==== DATA FOR ANALYSIS ====
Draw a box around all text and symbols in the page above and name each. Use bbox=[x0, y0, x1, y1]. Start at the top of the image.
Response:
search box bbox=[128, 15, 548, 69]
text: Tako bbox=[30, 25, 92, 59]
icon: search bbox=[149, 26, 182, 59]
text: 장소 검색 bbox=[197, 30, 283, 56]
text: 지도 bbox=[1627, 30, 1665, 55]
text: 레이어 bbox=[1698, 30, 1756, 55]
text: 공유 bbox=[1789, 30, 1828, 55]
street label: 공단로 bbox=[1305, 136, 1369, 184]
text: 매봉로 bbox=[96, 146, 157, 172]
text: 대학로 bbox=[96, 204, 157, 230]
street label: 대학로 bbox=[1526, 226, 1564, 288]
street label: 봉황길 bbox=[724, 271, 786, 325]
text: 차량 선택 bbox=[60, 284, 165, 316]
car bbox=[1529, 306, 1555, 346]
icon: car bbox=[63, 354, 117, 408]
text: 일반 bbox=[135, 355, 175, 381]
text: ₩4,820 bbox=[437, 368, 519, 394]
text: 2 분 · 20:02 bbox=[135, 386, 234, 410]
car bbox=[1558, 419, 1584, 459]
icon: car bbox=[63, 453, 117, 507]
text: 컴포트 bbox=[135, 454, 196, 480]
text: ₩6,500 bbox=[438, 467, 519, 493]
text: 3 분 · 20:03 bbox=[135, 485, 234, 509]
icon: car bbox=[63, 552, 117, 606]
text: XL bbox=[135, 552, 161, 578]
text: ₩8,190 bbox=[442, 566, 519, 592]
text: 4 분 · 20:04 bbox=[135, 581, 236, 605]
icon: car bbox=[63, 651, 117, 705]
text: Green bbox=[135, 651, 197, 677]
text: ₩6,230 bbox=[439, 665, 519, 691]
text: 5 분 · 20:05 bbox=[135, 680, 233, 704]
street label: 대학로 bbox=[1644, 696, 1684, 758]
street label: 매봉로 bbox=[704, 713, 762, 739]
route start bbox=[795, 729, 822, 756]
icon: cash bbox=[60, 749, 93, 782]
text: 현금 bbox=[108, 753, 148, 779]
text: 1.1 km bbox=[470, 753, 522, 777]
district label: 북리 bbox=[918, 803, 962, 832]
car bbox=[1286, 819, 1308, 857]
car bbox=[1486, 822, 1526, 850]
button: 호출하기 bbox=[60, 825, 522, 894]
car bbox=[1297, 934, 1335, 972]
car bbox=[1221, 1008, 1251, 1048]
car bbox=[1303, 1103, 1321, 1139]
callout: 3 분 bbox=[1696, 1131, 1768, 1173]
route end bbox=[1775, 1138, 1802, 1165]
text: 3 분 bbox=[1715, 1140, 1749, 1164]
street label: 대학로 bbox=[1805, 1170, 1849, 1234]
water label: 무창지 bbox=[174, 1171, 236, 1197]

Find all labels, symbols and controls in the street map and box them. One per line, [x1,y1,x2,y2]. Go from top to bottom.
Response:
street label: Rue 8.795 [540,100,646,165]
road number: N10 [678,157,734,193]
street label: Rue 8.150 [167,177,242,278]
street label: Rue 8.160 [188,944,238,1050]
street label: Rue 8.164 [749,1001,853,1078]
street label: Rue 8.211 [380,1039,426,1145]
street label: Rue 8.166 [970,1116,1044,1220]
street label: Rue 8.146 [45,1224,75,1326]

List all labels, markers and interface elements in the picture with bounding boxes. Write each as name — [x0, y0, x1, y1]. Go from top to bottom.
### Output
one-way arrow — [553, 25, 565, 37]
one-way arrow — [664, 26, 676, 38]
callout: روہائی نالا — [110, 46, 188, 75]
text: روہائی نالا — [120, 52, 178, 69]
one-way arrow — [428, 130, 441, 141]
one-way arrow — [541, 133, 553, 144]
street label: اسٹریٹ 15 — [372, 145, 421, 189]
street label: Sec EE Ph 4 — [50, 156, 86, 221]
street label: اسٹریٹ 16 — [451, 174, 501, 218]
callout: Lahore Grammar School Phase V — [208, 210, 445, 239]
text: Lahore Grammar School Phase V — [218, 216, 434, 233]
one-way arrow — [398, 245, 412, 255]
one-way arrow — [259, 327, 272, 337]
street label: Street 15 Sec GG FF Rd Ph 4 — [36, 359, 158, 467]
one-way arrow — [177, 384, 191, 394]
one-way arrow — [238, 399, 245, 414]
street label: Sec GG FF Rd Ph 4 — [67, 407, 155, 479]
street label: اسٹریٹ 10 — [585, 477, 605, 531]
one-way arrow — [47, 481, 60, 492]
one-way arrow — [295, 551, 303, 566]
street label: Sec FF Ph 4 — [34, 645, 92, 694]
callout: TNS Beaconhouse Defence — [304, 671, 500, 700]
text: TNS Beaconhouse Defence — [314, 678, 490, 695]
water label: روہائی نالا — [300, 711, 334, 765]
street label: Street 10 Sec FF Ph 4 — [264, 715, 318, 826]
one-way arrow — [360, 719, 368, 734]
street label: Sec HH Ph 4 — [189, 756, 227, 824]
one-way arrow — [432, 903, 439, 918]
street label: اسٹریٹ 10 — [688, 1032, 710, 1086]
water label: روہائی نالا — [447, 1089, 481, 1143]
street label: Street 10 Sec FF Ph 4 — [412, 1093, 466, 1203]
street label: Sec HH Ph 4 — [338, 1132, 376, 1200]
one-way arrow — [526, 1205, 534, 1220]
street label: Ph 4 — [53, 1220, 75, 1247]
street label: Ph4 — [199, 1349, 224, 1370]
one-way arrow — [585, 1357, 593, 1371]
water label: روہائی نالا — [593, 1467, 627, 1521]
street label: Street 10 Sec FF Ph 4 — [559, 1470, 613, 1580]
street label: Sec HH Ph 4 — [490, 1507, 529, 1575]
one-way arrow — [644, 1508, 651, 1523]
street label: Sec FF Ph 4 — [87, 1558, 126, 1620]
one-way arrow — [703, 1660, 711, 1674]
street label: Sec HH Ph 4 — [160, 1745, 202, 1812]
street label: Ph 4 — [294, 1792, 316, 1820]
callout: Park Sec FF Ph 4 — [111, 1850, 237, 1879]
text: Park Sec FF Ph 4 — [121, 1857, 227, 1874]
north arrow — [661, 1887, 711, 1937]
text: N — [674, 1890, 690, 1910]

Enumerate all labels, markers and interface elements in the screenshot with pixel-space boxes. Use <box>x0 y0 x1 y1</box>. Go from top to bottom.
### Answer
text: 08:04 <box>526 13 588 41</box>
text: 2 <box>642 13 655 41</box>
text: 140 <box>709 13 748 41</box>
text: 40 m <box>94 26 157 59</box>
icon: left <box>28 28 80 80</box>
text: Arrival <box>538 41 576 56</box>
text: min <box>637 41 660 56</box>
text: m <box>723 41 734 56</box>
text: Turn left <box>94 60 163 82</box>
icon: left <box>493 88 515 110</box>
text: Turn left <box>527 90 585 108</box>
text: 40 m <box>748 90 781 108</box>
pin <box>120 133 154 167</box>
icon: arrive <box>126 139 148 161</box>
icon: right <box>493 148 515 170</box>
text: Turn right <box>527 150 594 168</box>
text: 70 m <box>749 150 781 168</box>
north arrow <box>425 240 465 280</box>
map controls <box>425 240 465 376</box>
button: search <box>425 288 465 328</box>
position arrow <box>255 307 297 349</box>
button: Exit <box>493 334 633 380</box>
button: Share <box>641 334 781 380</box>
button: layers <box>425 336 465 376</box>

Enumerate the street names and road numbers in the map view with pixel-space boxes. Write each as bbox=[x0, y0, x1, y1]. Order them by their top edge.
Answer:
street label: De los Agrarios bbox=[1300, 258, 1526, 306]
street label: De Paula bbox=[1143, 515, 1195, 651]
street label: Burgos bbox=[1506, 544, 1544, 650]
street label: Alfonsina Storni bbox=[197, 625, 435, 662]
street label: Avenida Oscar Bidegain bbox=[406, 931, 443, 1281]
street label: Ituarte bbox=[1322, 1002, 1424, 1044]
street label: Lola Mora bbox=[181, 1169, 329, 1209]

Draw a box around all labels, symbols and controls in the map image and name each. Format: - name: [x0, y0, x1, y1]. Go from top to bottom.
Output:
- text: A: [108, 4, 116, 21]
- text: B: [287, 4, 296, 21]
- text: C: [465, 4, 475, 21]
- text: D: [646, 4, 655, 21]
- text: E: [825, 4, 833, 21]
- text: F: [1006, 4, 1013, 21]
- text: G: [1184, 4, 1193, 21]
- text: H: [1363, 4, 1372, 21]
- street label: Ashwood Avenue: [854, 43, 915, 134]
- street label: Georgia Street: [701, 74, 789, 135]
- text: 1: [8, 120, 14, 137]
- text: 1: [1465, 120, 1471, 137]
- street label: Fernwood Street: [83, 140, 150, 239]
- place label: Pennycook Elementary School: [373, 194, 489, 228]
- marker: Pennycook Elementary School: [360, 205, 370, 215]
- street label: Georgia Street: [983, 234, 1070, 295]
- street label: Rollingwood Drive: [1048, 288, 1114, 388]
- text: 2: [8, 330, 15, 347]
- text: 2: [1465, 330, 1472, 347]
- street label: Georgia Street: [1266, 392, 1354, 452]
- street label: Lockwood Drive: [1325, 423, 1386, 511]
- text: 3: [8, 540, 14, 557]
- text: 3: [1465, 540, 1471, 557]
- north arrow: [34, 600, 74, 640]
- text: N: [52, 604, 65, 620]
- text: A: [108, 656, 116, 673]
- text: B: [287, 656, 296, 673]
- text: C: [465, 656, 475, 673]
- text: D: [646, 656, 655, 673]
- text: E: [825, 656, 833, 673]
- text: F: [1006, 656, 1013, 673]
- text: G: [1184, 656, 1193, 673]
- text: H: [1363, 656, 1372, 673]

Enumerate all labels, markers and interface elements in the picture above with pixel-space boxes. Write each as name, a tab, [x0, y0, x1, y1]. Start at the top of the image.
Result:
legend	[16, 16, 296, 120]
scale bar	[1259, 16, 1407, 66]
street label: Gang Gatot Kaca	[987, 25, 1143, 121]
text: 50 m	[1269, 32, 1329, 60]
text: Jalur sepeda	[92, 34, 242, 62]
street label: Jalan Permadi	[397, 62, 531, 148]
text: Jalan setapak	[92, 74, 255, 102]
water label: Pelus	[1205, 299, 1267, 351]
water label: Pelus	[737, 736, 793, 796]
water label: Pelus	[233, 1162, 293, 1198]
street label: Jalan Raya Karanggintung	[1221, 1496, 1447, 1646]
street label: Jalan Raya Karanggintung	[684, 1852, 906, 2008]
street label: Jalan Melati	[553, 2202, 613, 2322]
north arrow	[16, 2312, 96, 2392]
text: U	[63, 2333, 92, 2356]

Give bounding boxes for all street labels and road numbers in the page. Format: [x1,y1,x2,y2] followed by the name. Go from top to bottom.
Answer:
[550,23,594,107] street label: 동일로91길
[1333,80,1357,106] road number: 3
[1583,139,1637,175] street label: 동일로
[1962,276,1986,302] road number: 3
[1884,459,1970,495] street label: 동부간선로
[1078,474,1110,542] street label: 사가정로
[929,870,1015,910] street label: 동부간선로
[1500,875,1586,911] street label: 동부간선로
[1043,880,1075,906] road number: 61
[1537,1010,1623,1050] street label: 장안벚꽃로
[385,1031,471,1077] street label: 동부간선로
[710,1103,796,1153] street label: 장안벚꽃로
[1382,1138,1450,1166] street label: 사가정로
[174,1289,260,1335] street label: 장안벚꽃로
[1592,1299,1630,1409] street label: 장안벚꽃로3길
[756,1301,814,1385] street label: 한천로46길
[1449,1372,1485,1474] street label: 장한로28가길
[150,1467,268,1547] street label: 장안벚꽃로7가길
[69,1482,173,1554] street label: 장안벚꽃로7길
====
Every line of the listing that includes the word "from" must be copied.

■ **EXPECTED ANSWER**
Find all labels, symbols and controls in the street map and box them. One per line, [x1,y1,x2,y2]. Go from top to bottom.
List all labels, markers and interface elements in the picture with bounding boxes. Write each as name — [x0, y0, x1, y1]. Go from top to bottom.
Enumerate all labels, markers and interface elements in the screenshot with pixel-space boxes. Use <box>x0 y0 x1 y1</box>. Go from top to bottom.
Draw a box around all labels, symbols and controls in the map image and name each. Format: - name: [x0, y0, x1, y1]. Go from top to bottom.
Give bounding boxes for all street labels and road numbers in the page. Format: [x1,y1,x2,y2] followed by the name. Go from top to bottom.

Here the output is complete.